[DATA SECTION Boundary: Start]

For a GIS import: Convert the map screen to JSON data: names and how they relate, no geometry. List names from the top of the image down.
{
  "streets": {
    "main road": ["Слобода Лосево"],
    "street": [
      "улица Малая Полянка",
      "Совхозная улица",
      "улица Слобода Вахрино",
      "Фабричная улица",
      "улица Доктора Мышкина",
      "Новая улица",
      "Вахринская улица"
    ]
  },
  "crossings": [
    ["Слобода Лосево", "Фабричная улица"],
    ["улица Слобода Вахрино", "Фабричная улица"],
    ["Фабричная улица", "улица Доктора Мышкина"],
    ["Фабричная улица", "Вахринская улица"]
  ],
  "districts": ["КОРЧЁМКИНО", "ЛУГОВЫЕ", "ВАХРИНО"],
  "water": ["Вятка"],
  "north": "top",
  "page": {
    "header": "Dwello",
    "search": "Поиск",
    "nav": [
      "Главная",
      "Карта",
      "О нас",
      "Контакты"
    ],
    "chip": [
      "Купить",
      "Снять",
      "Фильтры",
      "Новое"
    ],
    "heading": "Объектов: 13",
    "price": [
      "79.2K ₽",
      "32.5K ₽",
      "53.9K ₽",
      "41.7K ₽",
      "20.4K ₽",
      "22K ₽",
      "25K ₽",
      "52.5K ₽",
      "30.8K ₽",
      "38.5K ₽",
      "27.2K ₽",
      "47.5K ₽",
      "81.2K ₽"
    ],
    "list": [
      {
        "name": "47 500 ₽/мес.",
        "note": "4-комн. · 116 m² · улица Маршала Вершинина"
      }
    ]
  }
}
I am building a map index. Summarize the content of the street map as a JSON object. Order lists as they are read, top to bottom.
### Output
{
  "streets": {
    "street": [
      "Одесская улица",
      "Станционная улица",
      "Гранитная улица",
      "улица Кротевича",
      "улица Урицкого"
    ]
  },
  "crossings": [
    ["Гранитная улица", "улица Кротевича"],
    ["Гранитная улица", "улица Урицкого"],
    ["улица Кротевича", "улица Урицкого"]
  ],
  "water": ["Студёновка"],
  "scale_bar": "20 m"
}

[DATA SECTION Boundary: End]

### WHAT THE TASK REQUIRES
Extract every line from the records above that contains the word "Гранитная".

### RESULT OF THIS TASK
      "Гранитная улица",
    ["Гранитная улица", "улица Кротевича"],
    ["Гранитная улица", "улица Урицкого"],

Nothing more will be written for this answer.